PROVIDED DATA Block Start
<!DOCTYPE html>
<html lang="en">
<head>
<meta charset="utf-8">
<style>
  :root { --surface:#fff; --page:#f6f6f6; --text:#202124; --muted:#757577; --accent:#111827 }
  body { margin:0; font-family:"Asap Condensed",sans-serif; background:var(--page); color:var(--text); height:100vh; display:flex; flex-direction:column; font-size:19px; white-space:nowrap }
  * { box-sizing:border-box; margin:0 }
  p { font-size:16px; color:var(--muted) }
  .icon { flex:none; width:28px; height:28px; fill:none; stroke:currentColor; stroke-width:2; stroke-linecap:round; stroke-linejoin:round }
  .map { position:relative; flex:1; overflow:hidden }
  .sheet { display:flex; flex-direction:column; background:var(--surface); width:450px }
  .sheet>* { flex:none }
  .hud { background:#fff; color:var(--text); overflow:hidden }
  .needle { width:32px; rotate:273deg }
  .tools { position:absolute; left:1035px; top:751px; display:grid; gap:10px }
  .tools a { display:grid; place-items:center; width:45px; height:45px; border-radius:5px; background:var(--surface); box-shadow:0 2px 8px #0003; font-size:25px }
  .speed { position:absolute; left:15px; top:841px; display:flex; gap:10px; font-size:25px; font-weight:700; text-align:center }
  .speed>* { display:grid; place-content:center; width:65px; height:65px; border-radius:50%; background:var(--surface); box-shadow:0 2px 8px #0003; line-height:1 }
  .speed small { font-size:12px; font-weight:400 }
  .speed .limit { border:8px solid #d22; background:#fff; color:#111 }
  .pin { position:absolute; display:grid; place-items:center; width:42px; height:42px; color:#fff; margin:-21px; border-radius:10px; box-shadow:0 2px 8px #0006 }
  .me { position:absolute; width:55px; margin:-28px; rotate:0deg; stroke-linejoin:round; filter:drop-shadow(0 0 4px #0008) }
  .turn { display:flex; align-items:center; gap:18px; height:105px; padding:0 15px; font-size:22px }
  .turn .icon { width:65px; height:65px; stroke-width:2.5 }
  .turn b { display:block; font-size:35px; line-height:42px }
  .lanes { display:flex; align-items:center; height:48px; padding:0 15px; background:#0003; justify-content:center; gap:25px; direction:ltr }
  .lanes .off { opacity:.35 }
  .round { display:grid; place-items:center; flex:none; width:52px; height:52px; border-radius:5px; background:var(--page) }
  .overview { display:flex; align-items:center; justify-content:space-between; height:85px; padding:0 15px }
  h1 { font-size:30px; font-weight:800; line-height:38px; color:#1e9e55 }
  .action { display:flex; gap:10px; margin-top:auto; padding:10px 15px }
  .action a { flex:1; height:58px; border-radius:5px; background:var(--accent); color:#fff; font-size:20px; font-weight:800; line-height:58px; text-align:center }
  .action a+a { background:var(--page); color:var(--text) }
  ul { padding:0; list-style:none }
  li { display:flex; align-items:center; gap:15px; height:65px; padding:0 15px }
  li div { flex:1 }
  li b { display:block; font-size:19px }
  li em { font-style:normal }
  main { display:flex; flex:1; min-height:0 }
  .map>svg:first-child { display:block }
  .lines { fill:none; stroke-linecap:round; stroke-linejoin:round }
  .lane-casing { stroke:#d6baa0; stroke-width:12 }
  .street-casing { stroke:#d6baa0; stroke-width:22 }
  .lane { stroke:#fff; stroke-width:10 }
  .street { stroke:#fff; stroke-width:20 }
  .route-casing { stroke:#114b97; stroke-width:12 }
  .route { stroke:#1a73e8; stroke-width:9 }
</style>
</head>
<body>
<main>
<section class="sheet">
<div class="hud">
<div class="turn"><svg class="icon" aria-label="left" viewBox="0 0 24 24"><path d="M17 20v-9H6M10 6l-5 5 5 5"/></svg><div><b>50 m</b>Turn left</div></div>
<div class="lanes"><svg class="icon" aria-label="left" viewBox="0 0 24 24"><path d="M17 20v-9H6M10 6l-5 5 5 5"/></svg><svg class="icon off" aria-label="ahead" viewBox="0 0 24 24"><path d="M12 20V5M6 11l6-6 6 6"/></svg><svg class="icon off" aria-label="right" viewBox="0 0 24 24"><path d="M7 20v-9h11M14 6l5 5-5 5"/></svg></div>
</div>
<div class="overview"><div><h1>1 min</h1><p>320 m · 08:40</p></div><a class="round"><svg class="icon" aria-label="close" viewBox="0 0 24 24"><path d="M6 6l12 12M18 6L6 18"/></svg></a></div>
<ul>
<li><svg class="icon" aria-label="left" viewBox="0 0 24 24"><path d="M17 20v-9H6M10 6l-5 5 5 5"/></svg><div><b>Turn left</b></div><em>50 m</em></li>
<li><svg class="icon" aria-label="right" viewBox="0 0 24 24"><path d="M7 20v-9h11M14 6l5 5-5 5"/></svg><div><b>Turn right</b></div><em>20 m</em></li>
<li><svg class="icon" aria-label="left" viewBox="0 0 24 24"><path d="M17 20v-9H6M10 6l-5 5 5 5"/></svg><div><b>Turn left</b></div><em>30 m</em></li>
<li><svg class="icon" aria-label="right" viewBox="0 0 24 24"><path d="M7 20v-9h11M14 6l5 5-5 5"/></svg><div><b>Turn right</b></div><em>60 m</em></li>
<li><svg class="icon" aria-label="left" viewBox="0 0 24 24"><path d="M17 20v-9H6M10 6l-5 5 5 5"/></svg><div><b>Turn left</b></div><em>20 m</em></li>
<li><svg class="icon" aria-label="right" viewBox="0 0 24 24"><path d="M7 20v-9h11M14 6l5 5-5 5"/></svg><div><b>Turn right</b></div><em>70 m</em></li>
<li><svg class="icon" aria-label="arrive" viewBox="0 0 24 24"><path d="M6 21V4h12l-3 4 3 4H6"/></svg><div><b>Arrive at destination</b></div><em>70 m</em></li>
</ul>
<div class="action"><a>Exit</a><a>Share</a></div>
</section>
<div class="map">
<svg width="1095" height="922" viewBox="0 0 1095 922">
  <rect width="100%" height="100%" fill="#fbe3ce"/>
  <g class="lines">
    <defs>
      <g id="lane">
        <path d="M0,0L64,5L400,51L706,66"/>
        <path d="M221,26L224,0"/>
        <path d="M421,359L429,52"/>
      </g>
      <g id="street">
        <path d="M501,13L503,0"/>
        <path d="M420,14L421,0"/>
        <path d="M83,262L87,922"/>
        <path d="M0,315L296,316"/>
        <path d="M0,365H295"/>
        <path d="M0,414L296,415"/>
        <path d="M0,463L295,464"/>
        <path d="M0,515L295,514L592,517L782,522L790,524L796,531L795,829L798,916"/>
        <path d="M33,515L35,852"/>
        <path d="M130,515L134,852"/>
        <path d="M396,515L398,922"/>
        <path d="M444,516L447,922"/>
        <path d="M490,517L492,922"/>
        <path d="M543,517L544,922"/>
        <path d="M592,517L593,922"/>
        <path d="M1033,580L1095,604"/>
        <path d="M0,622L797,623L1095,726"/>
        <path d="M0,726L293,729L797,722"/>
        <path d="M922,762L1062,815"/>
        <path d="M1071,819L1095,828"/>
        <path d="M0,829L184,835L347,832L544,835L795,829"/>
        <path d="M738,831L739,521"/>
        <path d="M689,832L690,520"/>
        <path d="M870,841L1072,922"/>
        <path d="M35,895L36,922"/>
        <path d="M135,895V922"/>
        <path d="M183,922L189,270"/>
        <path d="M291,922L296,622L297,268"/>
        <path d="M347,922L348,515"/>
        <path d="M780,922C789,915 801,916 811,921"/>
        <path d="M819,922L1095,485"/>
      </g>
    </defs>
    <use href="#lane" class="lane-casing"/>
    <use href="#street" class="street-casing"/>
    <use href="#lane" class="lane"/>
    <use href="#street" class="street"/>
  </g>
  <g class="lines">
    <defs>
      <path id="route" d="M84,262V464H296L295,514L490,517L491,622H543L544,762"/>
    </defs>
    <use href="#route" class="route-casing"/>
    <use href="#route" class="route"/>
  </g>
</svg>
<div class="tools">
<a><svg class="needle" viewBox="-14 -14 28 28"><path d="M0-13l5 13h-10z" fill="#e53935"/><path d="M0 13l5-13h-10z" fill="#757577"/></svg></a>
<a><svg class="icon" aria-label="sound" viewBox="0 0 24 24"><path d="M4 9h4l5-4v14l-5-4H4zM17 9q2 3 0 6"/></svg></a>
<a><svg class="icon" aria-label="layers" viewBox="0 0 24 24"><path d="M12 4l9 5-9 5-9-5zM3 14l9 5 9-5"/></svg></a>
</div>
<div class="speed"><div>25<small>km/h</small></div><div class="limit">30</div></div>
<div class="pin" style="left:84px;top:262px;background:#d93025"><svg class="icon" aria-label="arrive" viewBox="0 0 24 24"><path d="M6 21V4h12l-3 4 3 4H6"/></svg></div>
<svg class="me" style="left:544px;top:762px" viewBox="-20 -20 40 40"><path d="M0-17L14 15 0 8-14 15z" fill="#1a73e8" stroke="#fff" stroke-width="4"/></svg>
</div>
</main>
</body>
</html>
PROVIDED DATA Block End
** PROBLEM DETAILS **
Copy the lines above exactly, beginning at the line that has "display:flex; flex:1; min-height:0" and stopping after the line that has "20V5M6 11l6-6 6", and omit the rest.

** EXERCISE RESPONSE **
  main { display:flex; flex:1; min-height:0 }
  .map>svg:first-child { display:block }
  .lines { fill:none; stroke-linecap:round; stroke-linejoin:round }
  .lane-casing { stroke:#d6baa0; stroke-width:12 }
  .street-casing { stroke:#d6baa0; stroke-width:22 }
  .lane { stroke:#fff; stroke-width:10 }
  .street { stroke:#fff; stroke-width:20 }
  .route-casing { stroke:#114b97; stroke-width:12 }
  .route { stroke:#1a73e8; stroke-width:9 }
</style>
</head>
<body>
<main>
<section class="sheet">
<div class="hud">
<div class="turn"><svg class="icon" aria-label="left" viewBox="0 0 24 24"><path d="M17 20v-9H6M10 6l-5 5 5 5"/></svg><div><b>50 m</b>Turn left</div></div>
<div class="lanes"><svg class="icon" aria-label="left" viewBox="0 0 24 24"><path d="M17 20v-9H6M10 6l-5 5 5 5"/></svg><svg class="icon off" aria-label="ahead" viewBox="0 0 24 24"><path d="M12 20V5M6 11l6-6 6 6"/></svg><svg class="icon off" aria-label="right" viewBox="0 0 24 24"><path d="M7 20v-9h11M14 6l5 5-5 5"/></svg></div>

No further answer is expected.